Under the basic Immigration Act of February 5, 1917, the definition of the United States included any waters, territory, or other place subject to its jurisdiction, except the Isthmian Canal Zone. "Island citizens" or ("citizens of the islands") under the jurisdiction of the United States were expressly excepted from the definition of "alien", to whom the act alone applied.

According to the precedent in US Supreme Court, Dorr v. United States, 195 U.S. 138, 147 (May 31, 1904), under the US Constitution there is the concept of "fundamental rights," and these may be described as "inherent although unexpressed principles which are the basis of all free government . . . . "

(A) In an authoritative 1997 report compiled by the United States General Accounting Office for the House Committee on Resources, it was stated that "These fundamental rights appear to correspond roughly to the 'natural rights' earlier described by Justice White in a concurring opinion in Downes v. Bidwell, 182 U.S. 244 (1901). Justice White included among 'natural rights' the right to one's own religious opinion as well as 'the right to personal liberty and individual property; to freedom of speech and of the press; to free access to courts of justice; to due process and to an equal protection of the laws; to immunities from unreasonable searches and seizures, as well as cruel and unusual punishments . . . . '  "

(B) The guarantees in the Fifth Amendment that no person shall "be deprived of life, liberty, or property, without due process of law; nor shall private property be taken for public use, without just compensation" are clearly fundamental rights.

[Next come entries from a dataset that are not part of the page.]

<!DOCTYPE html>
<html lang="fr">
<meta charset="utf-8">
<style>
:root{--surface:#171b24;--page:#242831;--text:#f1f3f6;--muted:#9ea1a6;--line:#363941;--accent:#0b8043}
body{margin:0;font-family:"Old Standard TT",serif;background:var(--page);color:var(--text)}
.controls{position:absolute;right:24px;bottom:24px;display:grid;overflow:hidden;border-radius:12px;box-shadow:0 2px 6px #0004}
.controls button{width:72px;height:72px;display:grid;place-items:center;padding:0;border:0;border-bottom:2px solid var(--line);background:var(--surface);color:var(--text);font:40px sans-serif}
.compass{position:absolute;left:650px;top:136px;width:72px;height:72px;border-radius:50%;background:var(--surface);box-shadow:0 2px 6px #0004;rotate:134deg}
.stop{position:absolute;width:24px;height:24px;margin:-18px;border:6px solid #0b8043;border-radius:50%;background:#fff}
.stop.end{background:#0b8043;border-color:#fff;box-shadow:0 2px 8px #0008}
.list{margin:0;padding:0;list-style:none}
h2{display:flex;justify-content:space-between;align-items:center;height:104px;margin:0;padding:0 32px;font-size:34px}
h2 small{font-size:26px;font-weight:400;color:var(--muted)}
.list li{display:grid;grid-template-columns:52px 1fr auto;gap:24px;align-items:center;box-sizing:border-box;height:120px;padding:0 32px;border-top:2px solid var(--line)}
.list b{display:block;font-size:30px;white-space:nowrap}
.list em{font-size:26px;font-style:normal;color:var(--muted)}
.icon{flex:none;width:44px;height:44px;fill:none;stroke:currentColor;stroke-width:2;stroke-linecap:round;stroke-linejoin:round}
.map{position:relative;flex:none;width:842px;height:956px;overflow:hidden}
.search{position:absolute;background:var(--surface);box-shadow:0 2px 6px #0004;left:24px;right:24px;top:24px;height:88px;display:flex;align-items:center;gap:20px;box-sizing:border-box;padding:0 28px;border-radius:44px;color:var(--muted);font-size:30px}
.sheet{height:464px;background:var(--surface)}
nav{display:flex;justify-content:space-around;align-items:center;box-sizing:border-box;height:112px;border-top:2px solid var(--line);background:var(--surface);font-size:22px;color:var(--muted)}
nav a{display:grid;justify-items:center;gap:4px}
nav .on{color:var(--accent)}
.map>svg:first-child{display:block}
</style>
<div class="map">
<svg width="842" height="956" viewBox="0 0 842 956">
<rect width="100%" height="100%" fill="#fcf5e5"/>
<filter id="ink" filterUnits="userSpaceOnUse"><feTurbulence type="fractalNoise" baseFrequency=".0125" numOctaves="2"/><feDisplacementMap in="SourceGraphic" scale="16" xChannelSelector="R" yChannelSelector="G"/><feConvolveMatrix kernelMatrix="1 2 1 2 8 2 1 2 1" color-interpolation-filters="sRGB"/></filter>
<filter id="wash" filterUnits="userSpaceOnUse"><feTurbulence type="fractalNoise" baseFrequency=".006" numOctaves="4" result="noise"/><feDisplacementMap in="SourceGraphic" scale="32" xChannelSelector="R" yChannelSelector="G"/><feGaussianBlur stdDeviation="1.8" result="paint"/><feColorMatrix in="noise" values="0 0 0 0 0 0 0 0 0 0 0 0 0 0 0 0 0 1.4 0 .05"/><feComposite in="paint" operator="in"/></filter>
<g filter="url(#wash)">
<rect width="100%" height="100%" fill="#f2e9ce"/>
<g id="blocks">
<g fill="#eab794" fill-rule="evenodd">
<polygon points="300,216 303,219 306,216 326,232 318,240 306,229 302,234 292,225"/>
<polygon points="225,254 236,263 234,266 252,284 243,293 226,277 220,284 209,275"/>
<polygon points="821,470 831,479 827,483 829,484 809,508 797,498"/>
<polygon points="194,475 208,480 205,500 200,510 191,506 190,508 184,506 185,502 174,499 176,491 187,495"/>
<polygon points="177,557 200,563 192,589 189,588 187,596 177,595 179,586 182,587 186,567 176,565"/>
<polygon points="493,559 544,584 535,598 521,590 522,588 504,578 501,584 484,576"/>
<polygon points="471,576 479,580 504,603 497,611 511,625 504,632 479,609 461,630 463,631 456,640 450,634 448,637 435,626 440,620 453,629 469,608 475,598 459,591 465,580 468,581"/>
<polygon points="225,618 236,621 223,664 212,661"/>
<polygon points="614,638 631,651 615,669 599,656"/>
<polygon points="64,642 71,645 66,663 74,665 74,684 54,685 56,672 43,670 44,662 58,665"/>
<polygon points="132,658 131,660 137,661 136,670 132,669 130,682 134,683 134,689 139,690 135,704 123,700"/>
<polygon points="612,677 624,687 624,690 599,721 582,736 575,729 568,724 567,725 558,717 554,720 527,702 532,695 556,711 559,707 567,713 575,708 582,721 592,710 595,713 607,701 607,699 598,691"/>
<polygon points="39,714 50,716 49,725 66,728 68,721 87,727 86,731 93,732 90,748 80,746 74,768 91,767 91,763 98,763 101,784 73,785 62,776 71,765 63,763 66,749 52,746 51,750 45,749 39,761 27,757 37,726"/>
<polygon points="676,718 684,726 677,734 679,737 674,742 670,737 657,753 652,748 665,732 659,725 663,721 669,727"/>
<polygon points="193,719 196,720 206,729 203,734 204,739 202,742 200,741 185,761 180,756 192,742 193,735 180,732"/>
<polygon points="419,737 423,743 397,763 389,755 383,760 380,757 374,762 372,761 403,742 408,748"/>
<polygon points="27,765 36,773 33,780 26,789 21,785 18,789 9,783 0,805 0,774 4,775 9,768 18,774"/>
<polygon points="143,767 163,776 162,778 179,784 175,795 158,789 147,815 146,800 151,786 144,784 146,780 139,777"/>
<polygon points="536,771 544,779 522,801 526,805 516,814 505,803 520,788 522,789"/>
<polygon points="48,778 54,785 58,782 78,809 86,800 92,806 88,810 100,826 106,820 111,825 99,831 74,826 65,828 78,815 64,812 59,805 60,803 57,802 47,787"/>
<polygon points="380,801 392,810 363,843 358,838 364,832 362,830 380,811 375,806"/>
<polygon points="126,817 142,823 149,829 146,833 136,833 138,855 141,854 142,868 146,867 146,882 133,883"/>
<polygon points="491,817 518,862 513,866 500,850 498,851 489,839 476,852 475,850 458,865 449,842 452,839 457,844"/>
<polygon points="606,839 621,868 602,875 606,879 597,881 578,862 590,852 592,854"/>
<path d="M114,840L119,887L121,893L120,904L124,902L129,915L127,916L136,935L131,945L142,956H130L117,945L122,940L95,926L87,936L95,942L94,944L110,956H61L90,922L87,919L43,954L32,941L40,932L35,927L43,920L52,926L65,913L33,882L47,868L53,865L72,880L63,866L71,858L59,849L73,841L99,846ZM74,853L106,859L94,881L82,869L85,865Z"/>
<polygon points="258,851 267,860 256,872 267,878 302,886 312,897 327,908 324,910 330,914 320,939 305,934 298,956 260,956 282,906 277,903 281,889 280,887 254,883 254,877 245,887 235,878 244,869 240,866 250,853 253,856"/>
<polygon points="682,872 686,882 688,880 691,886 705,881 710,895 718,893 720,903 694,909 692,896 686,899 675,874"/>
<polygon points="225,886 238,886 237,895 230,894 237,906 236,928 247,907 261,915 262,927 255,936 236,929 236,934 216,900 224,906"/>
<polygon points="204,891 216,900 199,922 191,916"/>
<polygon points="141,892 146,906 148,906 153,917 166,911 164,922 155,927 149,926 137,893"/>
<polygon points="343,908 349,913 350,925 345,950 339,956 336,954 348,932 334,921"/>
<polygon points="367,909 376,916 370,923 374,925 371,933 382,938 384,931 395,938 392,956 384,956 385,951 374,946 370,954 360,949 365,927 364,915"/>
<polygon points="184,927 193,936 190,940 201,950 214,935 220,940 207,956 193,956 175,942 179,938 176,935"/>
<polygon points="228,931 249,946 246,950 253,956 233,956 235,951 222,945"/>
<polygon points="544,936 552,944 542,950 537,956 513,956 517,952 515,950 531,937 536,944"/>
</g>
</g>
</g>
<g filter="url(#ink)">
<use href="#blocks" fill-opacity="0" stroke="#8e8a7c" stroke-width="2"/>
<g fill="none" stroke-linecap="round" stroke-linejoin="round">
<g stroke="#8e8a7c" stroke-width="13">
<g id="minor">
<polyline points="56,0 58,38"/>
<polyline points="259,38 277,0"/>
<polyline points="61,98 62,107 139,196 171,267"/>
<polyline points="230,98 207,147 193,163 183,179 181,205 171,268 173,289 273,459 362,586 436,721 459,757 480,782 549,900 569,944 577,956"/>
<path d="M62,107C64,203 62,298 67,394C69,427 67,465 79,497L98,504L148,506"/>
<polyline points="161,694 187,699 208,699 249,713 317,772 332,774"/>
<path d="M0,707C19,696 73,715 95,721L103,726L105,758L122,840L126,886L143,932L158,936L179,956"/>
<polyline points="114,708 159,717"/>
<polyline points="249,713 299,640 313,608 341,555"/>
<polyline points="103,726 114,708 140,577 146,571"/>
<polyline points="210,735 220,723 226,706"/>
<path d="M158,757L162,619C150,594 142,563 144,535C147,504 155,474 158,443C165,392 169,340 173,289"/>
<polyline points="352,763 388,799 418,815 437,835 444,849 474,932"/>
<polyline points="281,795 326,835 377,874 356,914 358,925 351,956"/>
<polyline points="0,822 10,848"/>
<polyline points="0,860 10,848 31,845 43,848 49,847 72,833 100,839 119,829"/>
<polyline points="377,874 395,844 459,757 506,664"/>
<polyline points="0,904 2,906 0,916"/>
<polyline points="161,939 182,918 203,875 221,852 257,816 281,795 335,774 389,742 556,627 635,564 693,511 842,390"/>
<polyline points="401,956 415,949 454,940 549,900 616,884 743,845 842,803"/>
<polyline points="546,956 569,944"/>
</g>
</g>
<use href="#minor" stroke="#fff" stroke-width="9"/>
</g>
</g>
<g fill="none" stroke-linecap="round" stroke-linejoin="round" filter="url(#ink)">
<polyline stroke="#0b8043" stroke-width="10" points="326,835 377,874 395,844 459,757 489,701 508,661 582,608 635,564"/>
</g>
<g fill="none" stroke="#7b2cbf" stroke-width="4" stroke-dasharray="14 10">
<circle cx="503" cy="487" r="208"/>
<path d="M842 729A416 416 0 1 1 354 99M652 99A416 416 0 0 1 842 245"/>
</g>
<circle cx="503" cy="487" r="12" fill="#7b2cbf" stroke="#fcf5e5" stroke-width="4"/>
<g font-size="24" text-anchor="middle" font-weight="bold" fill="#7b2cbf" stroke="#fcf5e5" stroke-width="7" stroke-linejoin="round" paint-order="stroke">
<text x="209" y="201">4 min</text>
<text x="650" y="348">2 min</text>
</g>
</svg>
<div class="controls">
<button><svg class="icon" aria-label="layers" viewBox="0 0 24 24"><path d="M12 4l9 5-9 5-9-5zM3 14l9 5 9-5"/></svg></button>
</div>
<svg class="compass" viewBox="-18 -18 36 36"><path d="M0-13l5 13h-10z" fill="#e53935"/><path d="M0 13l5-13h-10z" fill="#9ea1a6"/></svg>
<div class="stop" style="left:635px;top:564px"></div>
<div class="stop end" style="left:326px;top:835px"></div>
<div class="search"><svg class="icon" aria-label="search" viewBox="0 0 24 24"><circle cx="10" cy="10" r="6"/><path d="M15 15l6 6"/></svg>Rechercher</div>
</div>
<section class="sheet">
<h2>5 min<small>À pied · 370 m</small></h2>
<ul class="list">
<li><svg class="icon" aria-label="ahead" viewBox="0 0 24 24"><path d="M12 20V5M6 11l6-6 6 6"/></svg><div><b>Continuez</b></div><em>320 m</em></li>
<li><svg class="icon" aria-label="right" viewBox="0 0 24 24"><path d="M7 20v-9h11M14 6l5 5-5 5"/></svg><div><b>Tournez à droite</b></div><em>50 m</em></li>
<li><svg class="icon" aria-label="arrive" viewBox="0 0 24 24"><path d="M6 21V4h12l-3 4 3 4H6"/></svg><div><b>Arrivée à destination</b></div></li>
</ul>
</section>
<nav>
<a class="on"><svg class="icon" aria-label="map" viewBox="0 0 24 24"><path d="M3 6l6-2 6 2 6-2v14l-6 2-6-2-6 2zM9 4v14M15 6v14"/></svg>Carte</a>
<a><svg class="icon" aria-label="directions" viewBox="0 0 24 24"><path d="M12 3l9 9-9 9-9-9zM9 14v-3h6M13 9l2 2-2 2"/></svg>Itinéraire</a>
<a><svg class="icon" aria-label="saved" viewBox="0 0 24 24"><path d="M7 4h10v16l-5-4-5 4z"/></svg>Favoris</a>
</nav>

Indeed, the ruling in Downes v. Bidwell, 182 U.S. 244 (1901) also held that " . . . . even in cases where there is no direct command of the Constitution which applies, there may nevertheless be restrictions of so fundamental a nature that they cannot be transgressed, although not expressed in so many words in the Constitution."

(C.) "In sum, it can fairly be said that the Insular Cases stand for essentially two propositions: (1) for territories incorporated into the United States, the Constitution applies ex proprio vigore, and (2) for unincorporated territories, only 'fundamental' constitutional rights apply." See King v. Morton, US Court of Appeals, D.C. Circuit, (1975).